I was quite fascinated with the baby mill part of the story. The well-dressed, very organized and intelligent woman who runs this system at first seems to believe in her own work, but soon we are inside a most disturbing business.

The costs of operating what Gertrudis privately calls her "export" business are mounting. There are the breeder mothers to take care of (her biggest expense at a thousand dollars per pregnancy). The stud services of a few select men. The fees of the increasingly finicky caretaker families. Supplies of baby formula, clothes, and disposable diapers (nobody wants to wash cloth ones anymore). Medical and hospital expenses. A phalanx of judges and politicians paid to look the other way. The lobbyists' ever-swelling salaries. The upkeep of her fancy offices downtown. A percentage to her co-agents in the United States. Skyrocketing website and Internet advertising costs.

Her price for a healthy newborn: thirty thousand U.S. dollars.

On the plus side are the kickbacks Gertrudis gets from requiring her clients to stay at the most expensive hotel in the capital. Her arrangement with the Miraflor's general director is mutually lucrative.

At the end of each chapter there is the new of the day from television, radio and newspapers. In the earlier part of the chapter we’ve been taken deeply into the inner being of these characters. Now we are taken back to a more generalized world, a world where we only know the surface and not the depth of the people spoken of and Garcia give us the news of elections / feminist radio / weather / astrology / stars and such typical things we hear in the news day.

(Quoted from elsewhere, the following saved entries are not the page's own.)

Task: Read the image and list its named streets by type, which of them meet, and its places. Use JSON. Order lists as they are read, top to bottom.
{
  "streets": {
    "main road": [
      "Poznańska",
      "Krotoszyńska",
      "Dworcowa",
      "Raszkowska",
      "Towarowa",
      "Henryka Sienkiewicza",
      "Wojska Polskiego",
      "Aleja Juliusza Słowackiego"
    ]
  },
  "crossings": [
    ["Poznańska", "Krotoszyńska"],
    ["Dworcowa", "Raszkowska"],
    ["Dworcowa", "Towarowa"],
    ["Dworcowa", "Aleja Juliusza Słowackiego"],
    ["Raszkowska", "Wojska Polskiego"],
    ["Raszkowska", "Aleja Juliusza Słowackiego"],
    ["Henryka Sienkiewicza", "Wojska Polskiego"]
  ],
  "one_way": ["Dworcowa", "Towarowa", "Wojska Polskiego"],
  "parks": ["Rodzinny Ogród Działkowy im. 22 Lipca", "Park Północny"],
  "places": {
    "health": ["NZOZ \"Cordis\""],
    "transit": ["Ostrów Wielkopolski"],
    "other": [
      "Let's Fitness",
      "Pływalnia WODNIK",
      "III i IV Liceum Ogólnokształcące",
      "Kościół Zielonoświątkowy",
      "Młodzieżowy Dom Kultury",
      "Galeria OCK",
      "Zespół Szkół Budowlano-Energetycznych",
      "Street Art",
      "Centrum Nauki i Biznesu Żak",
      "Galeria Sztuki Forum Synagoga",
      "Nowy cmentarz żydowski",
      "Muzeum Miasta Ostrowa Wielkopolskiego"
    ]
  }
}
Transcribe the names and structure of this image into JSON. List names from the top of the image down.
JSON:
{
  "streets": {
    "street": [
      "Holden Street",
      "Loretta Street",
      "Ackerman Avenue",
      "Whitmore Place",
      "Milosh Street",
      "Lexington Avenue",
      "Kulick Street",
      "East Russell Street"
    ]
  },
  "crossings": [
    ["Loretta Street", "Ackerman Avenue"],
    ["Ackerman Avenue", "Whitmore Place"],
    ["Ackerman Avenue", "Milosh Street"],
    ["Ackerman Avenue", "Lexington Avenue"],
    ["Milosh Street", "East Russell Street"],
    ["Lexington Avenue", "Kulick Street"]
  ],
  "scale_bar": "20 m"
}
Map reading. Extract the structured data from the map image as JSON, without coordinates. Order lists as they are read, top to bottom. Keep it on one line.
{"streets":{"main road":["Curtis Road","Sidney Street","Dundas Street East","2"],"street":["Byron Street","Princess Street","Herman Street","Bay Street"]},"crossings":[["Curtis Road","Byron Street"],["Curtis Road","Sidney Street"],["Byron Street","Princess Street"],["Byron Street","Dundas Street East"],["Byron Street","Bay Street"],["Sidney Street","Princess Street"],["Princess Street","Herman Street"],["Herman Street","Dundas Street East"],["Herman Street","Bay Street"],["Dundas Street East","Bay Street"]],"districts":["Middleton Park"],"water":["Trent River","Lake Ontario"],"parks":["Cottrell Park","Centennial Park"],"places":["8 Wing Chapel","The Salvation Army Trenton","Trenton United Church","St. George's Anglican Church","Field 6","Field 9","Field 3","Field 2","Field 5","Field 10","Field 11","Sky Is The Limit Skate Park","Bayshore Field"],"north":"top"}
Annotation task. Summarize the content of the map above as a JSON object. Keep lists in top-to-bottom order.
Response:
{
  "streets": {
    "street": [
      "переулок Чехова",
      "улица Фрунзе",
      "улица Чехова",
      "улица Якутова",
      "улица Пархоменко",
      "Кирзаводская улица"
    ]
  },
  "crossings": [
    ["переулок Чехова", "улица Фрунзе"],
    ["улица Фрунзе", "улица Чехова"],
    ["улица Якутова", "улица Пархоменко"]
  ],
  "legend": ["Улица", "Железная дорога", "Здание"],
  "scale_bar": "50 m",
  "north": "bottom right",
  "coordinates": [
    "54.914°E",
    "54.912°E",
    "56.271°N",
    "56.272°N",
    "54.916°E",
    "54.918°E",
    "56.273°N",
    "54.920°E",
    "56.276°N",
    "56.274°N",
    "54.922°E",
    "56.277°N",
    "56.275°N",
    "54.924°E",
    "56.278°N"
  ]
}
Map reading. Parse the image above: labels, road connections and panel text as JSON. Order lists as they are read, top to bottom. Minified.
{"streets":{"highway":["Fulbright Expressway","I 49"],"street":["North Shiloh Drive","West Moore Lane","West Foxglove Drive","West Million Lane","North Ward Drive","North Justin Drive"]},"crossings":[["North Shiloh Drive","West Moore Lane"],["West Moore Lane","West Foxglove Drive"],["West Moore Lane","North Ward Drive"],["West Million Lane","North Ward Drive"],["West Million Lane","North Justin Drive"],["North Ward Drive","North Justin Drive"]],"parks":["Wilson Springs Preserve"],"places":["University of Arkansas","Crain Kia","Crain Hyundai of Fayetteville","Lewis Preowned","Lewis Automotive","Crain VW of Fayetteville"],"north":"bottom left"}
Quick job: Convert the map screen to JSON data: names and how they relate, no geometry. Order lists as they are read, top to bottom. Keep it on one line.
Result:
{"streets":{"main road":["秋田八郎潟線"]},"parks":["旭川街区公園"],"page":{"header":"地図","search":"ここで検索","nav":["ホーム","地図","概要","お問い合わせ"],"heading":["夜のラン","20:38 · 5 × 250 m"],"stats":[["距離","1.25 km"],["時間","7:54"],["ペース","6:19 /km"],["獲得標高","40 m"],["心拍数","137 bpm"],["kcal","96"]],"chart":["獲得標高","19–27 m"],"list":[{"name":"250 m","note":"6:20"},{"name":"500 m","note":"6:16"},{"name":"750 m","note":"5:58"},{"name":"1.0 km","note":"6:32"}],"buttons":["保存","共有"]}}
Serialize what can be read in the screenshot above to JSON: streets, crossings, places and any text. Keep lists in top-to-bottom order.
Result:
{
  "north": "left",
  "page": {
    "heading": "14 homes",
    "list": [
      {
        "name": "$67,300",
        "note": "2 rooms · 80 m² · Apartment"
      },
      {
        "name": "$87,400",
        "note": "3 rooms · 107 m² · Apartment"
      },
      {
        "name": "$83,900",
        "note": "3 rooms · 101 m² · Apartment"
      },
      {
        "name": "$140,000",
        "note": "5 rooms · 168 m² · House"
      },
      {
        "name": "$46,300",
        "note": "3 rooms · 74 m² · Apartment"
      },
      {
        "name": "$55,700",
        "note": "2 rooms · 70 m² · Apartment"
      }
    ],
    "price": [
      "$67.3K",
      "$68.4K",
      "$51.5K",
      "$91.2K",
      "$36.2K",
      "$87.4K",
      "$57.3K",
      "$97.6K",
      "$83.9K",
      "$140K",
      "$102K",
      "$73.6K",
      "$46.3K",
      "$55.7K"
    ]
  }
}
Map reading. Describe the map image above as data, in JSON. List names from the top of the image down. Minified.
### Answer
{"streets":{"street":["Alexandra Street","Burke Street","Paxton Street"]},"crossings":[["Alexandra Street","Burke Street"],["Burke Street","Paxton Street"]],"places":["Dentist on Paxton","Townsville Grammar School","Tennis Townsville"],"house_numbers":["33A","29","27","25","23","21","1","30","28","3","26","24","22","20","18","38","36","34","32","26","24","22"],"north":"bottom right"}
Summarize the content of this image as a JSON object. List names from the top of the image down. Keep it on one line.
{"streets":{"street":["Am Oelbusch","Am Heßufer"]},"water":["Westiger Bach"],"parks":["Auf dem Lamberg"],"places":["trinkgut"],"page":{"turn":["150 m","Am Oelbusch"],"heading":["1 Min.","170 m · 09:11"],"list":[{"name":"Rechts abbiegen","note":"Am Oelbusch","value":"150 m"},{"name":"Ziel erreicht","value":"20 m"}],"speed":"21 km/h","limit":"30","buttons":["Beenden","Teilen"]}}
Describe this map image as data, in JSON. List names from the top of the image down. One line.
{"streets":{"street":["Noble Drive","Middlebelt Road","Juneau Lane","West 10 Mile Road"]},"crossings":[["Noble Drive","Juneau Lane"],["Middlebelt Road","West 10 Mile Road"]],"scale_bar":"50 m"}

It was a brilliant choice to do this. When we back off and only see the stereotypical in the names in the news, we realize that we are hearing stories which might well match the news (and it actually does in the case of the woman matador). Yet in the news it is not all charged with such deep emotional content as when we deal with the characters in such emotional depth.

This is the second novel of Cristina Garcia which I have read. In 2002 I commented on her DREAMING IN CUBAN. I now intend to get her other novels as well. She is a delightful author to read. Interesting, challenging, creative with great attention to detail.